* WHAT THE TASK ASKS *
On every line of the listing, check for "minor"; copy the lines that have it.
::::::
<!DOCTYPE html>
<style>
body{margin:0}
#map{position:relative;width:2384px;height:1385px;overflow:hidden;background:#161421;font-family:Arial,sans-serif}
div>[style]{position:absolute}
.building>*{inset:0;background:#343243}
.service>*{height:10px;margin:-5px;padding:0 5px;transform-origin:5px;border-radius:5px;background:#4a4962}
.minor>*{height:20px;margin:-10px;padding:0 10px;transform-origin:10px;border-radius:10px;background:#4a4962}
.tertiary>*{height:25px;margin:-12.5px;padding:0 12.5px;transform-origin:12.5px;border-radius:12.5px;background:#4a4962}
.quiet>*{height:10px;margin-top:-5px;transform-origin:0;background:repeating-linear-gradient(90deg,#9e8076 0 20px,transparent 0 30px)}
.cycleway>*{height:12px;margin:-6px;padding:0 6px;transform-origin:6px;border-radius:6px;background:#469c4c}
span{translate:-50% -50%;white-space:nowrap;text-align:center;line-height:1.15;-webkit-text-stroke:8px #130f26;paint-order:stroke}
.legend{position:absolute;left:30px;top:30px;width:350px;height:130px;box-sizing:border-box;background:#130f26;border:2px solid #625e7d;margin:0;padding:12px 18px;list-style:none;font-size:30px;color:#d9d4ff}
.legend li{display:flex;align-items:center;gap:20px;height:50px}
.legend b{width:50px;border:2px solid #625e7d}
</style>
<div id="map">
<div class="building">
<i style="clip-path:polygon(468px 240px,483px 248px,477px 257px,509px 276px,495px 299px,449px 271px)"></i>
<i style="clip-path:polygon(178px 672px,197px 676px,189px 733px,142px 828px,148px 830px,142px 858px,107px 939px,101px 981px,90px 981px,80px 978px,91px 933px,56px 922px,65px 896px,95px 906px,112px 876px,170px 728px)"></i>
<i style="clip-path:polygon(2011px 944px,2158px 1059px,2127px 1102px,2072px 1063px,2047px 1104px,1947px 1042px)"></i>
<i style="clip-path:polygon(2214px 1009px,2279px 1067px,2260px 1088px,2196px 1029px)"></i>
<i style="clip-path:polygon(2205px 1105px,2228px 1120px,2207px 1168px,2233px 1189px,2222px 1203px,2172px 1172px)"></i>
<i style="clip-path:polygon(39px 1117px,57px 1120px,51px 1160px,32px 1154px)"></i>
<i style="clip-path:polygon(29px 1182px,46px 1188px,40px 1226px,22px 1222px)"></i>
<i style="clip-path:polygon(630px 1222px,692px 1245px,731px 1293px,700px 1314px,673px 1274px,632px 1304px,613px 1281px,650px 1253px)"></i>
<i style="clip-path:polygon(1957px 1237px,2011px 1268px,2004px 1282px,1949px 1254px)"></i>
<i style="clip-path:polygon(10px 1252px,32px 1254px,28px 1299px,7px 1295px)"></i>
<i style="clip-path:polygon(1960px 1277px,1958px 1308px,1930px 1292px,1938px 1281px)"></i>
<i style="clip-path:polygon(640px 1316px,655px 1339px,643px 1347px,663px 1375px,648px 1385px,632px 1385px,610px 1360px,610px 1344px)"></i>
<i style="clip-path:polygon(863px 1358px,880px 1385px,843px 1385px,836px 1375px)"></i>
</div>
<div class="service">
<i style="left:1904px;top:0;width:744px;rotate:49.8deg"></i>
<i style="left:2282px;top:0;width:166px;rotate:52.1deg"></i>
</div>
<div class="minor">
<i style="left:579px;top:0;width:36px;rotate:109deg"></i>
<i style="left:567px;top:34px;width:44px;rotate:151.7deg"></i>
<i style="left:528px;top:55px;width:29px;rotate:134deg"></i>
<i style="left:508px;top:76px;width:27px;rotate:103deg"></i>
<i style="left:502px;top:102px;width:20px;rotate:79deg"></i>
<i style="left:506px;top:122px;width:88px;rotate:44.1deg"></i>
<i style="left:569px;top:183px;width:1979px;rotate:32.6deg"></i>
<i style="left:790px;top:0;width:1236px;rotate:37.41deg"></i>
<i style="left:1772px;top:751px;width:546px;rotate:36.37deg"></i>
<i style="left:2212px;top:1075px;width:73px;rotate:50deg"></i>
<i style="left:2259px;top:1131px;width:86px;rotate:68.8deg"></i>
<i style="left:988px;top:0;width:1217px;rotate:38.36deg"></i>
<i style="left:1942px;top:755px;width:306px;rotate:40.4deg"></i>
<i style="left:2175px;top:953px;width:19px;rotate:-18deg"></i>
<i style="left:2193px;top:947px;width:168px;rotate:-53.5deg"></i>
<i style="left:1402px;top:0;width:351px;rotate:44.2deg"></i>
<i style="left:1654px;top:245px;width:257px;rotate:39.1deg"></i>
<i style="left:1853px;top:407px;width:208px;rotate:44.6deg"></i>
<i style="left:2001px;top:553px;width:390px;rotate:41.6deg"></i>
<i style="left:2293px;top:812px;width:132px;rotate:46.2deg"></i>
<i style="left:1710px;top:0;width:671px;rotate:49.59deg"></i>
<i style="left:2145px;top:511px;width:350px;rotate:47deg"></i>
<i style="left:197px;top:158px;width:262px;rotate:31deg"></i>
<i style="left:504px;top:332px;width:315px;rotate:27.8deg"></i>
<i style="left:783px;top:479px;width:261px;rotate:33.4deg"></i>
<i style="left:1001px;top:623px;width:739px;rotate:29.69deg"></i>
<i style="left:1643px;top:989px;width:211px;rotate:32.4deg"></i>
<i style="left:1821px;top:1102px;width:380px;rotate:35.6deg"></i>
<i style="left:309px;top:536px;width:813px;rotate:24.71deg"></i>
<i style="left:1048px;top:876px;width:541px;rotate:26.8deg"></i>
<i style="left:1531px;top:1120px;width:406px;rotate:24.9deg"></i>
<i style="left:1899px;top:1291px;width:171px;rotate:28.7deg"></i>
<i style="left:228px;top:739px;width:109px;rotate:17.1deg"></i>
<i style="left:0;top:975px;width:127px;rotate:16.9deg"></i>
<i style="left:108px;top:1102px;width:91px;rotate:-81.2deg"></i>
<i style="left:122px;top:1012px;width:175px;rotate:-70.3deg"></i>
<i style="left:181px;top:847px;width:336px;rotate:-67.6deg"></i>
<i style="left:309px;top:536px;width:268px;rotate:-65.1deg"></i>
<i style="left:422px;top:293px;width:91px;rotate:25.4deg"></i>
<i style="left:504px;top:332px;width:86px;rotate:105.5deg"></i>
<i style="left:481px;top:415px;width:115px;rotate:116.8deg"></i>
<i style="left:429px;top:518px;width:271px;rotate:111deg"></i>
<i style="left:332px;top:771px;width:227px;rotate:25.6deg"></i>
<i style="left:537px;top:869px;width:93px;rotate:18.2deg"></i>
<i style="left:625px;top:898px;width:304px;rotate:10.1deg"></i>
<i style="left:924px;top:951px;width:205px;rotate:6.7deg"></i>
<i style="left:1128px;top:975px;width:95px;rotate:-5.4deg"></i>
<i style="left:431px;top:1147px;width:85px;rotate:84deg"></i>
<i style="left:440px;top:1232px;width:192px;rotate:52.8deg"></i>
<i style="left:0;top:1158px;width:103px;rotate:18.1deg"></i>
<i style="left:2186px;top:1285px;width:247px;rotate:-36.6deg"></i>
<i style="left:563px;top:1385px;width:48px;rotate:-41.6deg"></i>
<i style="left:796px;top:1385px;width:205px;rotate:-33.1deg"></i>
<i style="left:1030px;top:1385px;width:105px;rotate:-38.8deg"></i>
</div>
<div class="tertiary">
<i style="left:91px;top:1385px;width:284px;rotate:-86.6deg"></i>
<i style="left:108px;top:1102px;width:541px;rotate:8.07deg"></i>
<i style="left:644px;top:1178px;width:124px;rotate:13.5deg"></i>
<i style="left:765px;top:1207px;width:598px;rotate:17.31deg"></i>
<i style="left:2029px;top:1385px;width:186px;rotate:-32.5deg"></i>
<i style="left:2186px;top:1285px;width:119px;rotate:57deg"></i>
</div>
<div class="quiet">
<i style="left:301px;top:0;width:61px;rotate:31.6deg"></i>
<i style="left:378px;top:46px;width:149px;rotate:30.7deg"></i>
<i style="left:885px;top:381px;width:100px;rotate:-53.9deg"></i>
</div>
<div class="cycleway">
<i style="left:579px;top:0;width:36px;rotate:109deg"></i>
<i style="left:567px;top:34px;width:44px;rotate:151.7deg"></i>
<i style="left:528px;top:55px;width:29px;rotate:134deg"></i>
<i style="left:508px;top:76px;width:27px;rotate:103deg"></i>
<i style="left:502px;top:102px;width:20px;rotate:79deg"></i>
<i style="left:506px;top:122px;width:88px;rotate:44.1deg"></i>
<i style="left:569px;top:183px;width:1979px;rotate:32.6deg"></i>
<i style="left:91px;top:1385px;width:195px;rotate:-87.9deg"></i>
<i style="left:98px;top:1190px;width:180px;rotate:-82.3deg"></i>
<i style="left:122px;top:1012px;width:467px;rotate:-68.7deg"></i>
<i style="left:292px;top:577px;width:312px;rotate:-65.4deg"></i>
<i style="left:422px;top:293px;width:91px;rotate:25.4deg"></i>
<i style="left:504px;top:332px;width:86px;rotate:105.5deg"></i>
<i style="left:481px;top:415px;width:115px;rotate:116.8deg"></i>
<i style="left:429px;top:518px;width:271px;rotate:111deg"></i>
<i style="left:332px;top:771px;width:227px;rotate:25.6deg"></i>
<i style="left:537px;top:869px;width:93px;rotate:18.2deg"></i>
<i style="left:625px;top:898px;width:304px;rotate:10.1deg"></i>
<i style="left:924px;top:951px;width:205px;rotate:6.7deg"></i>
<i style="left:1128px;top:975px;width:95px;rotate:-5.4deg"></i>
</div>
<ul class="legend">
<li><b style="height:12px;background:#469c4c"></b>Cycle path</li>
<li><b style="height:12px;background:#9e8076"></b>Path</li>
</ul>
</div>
::::::
* EXPECTED ANSWER *
.minor>*{height:20px;margin:-10px;padding:0 10px;transform-origin:10px;border-radius:10px;background:#4a4962}
<div class="minor">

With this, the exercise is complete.